Unerwünschte Arzneimittelwirkungen der Statine

Statine besitzen ein schlechtes Image, was angesichts ihre unzweifelhaft großen Nutzens nicht gerechtfertigt ist.

Neben Magen-Darm-Symptomen und Kopfschmerzen sind v.a. muskelbezogene Symptome wie Muskelschmerzen und Schwäche typische Beschwerden, die häufig geklagt werden. Ihre Rate liegt bei ca. 1-5%, wenn die Patienten nicht wissen, dass sie mit Statinen behandelt werden und bei ca. 10-15%, sobald die Verordnung wissentlich erfolgt. Bereits hieraus lässt sich schließen, dass ein hoher Nocebo-Effekt, hervorgerufen durch die Erwartungshaltung einer solchen Nebenwirkung, vorhanden ist („Nocebo“ bedeutet übersetzt „ich werde schaden“). Krämpfe der Muskulatur sind keine typischen Nebenwirkungen von Statinen, werden aber oft Statinen angeschuldigt. Schwere Muskelnebenwirkungen wie der Zerfall der Muskulatur sind sehr selten (ca. 1:1 Mio Patientenjahre). Leberenzymerhöhungen sind weitere seltene Nebenwirkungen. Diabetes mellitus trat unter der Einnahme leicht vermehrt auf. Störungen der Gedächtnisfunktionen oder anderer psychischer Funktionen treten nicht auf.

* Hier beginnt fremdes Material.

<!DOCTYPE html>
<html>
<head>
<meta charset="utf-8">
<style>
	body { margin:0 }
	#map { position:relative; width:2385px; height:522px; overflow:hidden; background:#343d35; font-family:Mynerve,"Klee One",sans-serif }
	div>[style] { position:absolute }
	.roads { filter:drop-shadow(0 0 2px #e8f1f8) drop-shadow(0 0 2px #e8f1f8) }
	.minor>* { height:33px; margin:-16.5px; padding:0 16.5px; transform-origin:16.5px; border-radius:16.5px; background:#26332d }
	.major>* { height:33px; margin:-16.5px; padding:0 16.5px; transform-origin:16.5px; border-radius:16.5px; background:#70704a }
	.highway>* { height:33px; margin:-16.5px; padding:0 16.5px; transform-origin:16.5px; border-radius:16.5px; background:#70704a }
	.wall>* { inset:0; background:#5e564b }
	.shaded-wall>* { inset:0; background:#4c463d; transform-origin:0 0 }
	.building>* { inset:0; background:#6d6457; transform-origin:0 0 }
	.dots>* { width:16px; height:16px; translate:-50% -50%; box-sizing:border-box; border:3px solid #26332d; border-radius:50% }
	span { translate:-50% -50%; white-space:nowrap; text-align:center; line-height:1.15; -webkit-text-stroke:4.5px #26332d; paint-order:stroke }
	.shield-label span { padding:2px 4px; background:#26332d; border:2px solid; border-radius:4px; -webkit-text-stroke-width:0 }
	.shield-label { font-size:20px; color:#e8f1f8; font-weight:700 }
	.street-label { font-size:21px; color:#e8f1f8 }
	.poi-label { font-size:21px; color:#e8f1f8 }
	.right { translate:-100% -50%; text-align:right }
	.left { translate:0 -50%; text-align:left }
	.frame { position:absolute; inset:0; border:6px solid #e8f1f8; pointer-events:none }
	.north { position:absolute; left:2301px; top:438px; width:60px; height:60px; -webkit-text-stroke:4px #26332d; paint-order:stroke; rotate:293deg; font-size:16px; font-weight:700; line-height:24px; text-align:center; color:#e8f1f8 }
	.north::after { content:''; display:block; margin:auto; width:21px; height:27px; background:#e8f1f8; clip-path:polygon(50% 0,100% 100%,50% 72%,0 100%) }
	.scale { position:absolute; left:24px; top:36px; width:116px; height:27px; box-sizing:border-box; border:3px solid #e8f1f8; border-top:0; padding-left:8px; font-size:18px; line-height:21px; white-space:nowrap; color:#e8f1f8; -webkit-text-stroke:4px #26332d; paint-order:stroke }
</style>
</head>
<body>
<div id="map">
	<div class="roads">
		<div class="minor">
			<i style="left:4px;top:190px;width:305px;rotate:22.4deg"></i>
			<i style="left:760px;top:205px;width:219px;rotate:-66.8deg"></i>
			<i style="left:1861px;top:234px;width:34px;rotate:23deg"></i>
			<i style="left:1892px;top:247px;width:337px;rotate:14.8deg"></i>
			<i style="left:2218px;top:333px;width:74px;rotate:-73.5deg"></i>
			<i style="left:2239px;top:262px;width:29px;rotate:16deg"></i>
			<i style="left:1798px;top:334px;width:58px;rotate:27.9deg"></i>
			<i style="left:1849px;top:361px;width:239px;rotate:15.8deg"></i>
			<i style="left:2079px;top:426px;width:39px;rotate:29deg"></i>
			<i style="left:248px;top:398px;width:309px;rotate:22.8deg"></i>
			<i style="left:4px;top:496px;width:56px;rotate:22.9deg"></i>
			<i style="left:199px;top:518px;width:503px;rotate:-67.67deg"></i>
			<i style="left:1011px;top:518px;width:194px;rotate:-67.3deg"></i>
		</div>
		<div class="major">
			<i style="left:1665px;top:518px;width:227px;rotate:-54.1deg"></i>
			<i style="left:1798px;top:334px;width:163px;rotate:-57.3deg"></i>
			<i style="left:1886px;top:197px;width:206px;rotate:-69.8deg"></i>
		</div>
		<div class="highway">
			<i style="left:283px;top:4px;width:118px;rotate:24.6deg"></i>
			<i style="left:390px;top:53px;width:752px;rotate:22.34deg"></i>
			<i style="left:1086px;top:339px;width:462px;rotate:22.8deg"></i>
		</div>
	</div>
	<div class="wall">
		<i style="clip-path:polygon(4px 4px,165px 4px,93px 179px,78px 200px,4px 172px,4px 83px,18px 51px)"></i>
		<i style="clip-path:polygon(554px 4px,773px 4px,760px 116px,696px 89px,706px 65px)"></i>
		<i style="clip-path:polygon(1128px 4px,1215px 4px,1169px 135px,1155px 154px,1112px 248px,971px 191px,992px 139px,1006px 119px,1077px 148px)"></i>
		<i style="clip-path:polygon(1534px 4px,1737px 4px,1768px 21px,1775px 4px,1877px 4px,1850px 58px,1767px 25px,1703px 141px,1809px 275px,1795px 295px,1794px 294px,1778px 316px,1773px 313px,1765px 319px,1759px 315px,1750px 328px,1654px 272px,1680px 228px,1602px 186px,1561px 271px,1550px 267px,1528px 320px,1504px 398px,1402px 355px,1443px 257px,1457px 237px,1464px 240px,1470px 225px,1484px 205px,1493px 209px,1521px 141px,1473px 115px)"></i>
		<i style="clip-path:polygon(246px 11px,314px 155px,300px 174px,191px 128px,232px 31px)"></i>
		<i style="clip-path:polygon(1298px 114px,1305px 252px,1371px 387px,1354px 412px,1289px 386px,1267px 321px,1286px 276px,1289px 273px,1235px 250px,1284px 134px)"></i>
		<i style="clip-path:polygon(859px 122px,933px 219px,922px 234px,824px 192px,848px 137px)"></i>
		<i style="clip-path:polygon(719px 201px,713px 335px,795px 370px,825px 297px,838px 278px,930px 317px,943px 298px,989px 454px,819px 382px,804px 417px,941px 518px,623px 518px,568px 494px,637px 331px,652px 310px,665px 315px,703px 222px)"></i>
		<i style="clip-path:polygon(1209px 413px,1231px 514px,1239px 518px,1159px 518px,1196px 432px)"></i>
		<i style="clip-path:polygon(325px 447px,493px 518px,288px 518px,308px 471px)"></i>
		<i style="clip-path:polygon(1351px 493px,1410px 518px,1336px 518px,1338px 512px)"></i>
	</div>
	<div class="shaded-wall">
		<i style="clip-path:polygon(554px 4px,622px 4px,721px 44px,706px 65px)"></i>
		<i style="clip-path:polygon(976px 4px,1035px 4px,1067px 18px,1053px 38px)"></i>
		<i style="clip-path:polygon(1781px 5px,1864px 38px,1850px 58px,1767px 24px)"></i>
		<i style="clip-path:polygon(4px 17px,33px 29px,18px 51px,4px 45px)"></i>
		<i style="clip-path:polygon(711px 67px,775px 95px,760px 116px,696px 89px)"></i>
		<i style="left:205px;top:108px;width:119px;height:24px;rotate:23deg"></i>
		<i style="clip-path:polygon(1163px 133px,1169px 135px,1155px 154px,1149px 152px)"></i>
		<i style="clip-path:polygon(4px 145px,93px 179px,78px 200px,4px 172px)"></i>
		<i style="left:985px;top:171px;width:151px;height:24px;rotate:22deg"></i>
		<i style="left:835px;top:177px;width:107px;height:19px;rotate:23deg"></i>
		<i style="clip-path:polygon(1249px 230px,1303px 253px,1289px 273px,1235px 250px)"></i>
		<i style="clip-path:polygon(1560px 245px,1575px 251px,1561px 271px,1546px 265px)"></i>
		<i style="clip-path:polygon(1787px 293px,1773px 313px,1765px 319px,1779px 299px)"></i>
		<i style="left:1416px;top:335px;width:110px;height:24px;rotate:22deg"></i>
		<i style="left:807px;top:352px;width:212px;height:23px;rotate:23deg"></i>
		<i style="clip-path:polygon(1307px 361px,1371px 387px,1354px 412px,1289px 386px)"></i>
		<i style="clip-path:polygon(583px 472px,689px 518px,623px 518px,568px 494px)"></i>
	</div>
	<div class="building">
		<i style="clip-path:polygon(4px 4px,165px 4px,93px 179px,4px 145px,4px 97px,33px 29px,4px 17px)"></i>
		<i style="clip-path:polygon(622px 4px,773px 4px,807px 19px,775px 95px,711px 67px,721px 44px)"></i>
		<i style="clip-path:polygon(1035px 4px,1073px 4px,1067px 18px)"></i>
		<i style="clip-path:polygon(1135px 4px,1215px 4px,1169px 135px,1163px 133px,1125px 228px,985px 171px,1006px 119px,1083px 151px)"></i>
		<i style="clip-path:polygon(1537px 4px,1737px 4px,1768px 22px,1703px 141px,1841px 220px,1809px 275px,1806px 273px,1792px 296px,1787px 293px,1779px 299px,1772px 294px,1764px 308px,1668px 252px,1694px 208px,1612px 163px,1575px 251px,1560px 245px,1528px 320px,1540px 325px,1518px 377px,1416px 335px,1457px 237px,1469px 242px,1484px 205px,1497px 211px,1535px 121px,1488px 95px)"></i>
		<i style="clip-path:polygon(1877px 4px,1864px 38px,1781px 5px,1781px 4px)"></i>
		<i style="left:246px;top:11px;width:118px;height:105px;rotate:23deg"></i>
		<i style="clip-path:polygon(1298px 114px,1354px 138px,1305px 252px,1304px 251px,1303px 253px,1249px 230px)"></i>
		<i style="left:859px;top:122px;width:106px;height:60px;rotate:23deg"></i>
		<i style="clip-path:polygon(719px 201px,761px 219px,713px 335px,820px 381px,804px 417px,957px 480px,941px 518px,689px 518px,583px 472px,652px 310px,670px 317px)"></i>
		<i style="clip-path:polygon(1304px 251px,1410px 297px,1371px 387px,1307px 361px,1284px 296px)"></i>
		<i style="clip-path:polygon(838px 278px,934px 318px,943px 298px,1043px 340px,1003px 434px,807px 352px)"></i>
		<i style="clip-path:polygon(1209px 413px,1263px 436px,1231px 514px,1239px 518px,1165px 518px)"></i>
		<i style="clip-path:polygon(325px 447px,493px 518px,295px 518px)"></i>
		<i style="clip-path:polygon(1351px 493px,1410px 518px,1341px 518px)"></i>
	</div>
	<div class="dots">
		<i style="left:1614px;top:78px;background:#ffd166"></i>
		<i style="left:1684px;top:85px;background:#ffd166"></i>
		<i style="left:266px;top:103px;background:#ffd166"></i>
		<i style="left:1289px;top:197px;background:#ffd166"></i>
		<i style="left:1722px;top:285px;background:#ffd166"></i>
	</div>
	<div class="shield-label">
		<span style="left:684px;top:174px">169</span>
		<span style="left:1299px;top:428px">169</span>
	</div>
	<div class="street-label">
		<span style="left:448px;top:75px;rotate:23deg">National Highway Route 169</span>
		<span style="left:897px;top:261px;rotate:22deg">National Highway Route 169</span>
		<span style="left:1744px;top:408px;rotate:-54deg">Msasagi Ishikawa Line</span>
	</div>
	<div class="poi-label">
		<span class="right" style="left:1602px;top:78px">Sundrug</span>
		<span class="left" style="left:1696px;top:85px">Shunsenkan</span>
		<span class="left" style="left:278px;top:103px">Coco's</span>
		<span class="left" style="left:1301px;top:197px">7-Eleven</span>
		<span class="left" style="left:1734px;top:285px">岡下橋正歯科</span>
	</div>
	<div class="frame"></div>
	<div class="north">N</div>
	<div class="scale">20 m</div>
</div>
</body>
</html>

Im Gegensatz zu den Statinen wirkt Bempedoinsäure nur in der Leberzelle. Die typischen muskelbezogenen Statinnebenwirkungen kommen somit unter Bempedoinsäure praktisch nicht vor. Typische Nebenwirkungen sind eine leichte Erhöhung der Harnsäure im Blut ohne vermehrtes Auftreten von Gichtanfällen und ein leichter anstieg des Serumkreatinins ohne relevante Beeinträchtigung der Nierenfunktion. Leberfunktionsstörungen und Erhöhungen der Leberenzyme sind möglich.

Zu 3)

PCSK-9-Hemmer sind humanisierte Antikörper, die zusammen mit einem Statin eine sehr starke Absenkung des LDL-C-Cholesterins bewirken. Diese Antikörper bestehen aus Proteinstrukturen, die nicht oral eingenommen werden können, sondern wie Insulin in die Unterhaut gespritzt werden. Das Behandlungsintervall liegt bei 14 Tagen, bei einzelnen Präparaten auch bei 4 Wochen.

PCSK-9-Hemmer sind nicht nur sehr wirksam, sondern auch sehr gut verträglich. Es kommen Hämatome und Reizungen an der Einstichstelle vor, ferner ev. ein leichtes „Erkältungsgefühl“ am Injektionstag.

Zu 4)

Inclisiran ist neu auf dem Markt. Das Medikament muss 2 x jährlich in die Haut injiziert werden und hemmt die Synthese des PCSK-9-Moleküls durch eine Hemmung der Synthesesteuerung. Außer Hämatomen oder Reizungen an der Injektionsstelle sind keine relevanten Nebenwirkungen bekannt. Zusammen mit einem Statin liegt die erzielte Cholesterinabsenkung im gleichen Bereich wie unter PCSK-9-Hemmern.  

 

PCSK-9-Hemmer und Inclisiran sind sehr teuer. Ihr Einsatz unterliegt besonderen Regularien. Hausärzte sind von der primären Verordnungsfähigkeit ausgeschlossen, Lipologen, Kardiologen, Endokrinologen, Nephrologen und Angiologen dürfen entsprechende Verordnungen vornehmen.